Charles Sargeant, C.J.
1. In this case decrees had been obtained against the plaintiff as the representative of his father Govind and brother Vithal, deceased, on money claims against the latter. In execution of those decrees the right, title, and interest of Govind and Vithal in the lands in question were sold to the defendant. The plaintiff now sues to recover the lands on the ground that they had originally belonged to the Athavle family, who sold them to the plaintiff's father as agent for Rambha Patabhirambhat Telang, who, in 1870, by deed of gift, assigned them to Vithal, and the plaintiff, who was then a minor. The Assistant Judge found the facts as alleged by the plaintiff, and also that the lands were assigned to Vithal (Govind and the plaintiff and their descendants in perpetuity as trustees for a religious purpose; that the sale in execution was, therefore,. void; and that the present suit was not barred until twelve years from dispossession there being no necessity to set aside the sale.
2. The gift is in the following terms:' As my eyesight has been somewhat impaired on account of the weak state of my 7 health, I have been unable to perform the worship of god. In order that it may be performed daily, I hereby execute this deed of gift to 'you on condition that you should worship, &c.;, the gods which I have, and I give for the sustenance of both of you brothers the following out of my lands which are situated at Mauze Kurul and Belkada of the Alibag Taluka, and which stand in the name of your father in the Government records as suti ***
The lands as described above have been given in gift to you both. You may maintain yourselves on what may remain out of the profits of the lands in question after deducting Government dues therefrom. I retain no interest whatever in them; you, your sons, and posterity may enjoy them from generation to generation as stated above. You should neither mortgage, nor sell, nor in any way alienate them to any one. You should manage them and subsist on their produce.

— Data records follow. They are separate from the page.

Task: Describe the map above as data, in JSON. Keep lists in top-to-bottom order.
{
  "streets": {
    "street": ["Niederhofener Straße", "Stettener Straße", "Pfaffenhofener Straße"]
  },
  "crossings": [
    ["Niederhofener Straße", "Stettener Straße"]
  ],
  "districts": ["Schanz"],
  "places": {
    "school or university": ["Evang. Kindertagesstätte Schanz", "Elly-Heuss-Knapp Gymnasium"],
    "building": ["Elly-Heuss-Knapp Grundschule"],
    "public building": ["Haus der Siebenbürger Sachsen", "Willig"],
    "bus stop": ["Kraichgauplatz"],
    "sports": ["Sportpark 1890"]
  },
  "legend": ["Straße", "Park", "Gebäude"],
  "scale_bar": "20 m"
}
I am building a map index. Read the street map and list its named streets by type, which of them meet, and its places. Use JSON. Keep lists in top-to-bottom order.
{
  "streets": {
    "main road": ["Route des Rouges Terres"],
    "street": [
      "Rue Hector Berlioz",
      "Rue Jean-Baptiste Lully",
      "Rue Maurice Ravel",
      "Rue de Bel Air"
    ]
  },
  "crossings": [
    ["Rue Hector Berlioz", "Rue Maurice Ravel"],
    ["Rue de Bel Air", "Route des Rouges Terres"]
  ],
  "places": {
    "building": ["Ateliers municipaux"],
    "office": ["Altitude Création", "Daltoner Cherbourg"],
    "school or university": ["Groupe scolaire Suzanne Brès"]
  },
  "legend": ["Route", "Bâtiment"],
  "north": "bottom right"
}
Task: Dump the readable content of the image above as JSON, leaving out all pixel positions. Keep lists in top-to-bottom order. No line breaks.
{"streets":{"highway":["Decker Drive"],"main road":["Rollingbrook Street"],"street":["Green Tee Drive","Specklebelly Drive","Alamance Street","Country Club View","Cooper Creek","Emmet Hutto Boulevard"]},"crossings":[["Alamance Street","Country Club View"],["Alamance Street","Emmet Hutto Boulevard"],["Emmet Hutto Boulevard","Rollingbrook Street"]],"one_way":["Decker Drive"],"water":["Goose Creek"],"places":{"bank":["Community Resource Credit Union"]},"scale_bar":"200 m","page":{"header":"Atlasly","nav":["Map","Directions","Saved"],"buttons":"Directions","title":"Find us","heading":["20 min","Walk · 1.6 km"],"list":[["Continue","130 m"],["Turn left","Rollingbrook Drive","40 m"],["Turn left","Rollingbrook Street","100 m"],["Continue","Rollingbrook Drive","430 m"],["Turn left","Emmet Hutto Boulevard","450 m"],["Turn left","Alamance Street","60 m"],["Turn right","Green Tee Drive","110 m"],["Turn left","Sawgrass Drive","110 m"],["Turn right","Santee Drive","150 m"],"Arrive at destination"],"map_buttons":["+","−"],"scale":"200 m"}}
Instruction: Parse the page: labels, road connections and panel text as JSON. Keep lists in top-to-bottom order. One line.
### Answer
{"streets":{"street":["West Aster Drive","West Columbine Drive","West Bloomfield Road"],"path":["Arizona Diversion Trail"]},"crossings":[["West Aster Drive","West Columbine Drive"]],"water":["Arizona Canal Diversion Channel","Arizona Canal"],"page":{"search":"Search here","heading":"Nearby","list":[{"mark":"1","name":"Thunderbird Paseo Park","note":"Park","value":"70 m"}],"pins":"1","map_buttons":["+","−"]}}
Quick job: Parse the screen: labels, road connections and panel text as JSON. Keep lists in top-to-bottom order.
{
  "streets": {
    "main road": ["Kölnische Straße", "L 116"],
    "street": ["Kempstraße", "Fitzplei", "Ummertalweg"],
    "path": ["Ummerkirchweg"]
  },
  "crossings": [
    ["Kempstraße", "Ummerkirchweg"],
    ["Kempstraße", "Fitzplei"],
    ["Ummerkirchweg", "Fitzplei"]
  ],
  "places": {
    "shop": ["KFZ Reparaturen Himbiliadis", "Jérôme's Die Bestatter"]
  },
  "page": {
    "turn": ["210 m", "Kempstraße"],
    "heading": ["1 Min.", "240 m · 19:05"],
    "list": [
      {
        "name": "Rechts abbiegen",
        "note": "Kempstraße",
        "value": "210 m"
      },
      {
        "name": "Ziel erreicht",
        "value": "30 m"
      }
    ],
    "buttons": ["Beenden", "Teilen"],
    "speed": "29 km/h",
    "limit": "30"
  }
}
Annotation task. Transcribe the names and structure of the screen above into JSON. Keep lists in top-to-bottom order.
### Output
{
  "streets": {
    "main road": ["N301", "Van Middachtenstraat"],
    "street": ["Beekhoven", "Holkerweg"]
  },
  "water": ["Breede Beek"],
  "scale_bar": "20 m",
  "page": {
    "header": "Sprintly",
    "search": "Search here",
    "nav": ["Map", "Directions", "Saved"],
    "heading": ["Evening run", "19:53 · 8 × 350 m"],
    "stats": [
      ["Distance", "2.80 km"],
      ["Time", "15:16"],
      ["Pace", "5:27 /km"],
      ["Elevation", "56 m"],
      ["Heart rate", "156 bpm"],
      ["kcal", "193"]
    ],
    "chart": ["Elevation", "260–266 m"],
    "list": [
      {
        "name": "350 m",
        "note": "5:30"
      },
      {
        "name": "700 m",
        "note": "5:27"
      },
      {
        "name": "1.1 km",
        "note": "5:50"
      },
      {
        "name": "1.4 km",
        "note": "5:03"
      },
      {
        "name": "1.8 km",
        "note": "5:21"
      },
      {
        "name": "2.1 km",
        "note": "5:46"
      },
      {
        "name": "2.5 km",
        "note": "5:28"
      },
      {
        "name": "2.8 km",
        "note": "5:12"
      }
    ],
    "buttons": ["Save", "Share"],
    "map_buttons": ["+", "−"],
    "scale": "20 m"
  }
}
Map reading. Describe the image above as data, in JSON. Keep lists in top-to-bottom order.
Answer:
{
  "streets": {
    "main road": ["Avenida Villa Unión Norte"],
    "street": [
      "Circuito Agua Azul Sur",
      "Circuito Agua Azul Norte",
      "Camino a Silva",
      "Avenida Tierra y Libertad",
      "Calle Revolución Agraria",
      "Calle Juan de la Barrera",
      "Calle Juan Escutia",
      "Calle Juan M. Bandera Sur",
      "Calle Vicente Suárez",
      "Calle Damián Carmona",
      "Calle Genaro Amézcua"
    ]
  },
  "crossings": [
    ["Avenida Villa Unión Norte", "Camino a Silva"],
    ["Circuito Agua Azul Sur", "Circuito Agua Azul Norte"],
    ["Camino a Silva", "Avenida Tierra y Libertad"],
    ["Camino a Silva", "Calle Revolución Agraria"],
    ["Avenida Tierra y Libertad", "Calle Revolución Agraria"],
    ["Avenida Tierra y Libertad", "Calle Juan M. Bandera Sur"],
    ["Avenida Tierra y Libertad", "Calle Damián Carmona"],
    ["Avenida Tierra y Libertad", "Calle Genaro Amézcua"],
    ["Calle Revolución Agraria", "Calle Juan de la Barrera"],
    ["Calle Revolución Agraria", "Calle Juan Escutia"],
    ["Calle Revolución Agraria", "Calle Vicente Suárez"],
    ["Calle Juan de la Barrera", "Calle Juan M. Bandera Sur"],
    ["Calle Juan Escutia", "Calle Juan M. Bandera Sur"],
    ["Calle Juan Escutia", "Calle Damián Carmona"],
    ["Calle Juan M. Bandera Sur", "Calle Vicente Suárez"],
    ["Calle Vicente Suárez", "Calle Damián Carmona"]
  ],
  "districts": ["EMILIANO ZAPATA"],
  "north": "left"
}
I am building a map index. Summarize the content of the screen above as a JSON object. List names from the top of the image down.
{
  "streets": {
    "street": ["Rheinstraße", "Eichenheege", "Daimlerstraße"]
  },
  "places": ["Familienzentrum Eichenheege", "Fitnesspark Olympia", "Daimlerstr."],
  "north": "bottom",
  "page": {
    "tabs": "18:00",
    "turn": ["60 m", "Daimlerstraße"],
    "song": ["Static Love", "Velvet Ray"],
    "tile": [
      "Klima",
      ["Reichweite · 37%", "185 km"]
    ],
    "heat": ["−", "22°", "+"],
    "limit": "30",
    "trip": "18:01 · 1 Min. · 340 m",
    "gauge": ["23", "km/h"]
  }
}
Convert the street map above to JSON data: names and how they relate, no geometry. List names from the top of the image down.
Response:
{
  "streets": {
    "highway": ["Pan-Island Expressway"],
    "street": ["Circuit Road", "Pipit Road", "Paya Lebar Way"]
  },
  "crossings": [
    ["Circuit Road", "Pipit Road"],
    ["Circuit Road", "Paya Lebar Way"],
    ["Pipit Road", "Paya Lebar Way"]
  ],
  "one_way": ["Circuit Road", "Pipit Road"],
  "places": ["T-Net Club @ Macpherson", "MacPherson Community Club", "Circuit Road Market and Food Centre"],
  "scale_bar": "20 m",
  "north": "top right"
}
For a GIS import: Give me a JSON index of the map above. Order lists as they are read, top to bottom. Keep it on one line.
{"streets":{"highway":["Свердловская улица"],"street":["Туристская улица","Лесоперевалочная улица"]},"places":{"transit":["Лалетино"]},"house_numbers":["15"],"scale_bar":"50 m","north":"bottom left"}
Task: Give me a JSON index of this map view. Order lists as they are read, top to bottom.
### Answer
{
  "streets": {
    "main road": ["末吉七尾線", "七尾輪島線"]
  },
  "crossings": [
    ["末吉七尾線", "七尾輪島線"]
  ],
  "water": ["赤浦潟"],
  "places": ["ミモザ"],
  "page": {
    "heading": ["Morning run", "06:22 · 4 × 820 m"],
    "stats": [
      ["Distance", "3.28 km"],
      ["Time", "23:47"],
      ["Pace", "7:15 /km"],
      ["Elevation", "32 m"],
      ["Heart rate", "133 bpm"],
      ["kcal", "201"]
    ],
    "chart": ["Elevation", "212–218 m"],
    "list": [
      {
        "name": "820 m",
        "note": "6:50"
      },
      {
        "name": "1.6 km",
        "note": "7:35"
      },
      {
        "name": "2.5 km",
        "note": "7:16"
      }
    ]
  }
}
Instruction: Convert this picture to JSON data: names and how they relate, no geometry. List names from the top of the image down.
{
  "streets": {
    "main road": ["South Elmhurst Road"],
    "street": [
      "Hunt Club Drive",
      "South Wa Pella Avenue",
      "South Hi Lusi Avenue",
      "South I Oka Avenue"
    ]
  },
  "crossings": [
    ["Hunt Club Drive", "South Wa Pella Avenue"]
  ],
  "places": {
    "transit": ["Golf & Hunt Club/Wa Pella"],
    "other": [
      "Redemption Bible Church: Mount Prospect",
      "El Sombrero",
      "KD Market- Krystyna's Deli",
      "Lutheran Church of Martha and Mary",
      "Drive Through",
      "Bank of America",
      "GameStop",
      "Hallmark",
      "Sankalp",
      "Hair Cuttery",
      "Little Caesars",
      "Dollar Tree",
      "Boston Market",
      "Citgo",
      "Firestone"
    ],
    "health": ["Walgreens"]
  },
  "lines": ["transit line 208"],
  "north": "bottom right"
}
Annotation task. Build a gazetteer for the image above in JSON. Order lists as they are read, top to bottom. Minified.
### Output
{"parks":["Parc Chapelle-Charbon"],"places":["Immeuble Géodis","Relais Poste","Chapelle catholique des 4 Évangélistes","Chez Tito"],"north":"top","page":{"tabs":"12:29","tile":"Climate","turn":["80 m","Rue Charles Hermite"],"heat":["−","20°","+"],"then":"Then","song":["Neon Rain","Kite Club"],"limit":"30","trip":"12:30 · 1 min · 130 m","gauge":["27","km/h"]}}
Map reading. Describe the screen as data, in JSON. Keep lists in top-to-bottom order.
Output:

3. It was contended for the appellant (the defendant) that this was not a religious endowment to which the law would give effect, the object of it being the worship of a family god, and not for the benefit of the general public. This distinction, which obtains in English law with respect to charities, is not to be found in the Hindu text-writers. The idol itself, as is explained in West and Buhler's Hindu Law, p. 201, is looked on ' as a kind of human entity,' the religious services of which are allowed by Hindu law to be provided for in perpetuity. In Ashutosh Dutt v. Doorga Churn L.R. 6 IndAp 182 no objection was taken to the alleged endowment being in favour of the household idol, but solely that the whole property was not devasthdn. Again, in the case to which we have been referred in the footnote at 15 BL R 176 the Privy Council held there was no endowment, not because it was for the benefit of the idol in the Maharaja's house, but because, as their Lordships say, 'there was no endowment in perpetuity, there being no priest, no public, no one legally interested in the worship of the idol except the Maharaja himself, and nothing to show that the Maharaja intended to establish it for the benefit of his sons or heirs or any body else in perpetuity.'
4. We are of opinion, therefore, that the gift created a religious endowment, as, indeed, has been already presumably ruled by the learned Judges of this Court who decided Second Appeals Nos. 56 and 71 of 1880, confirming the decree of the District Judge, who had similarly construed the above gifts. Such being the nature of the gift, the present suit, as it has been treated throughout without objection by the defendant, is not one by a party to the suit in which the sale was made to set aside the sale, but one by the trustee of the endowment to recover the property. We must, therefore, confirm the decree, with costs.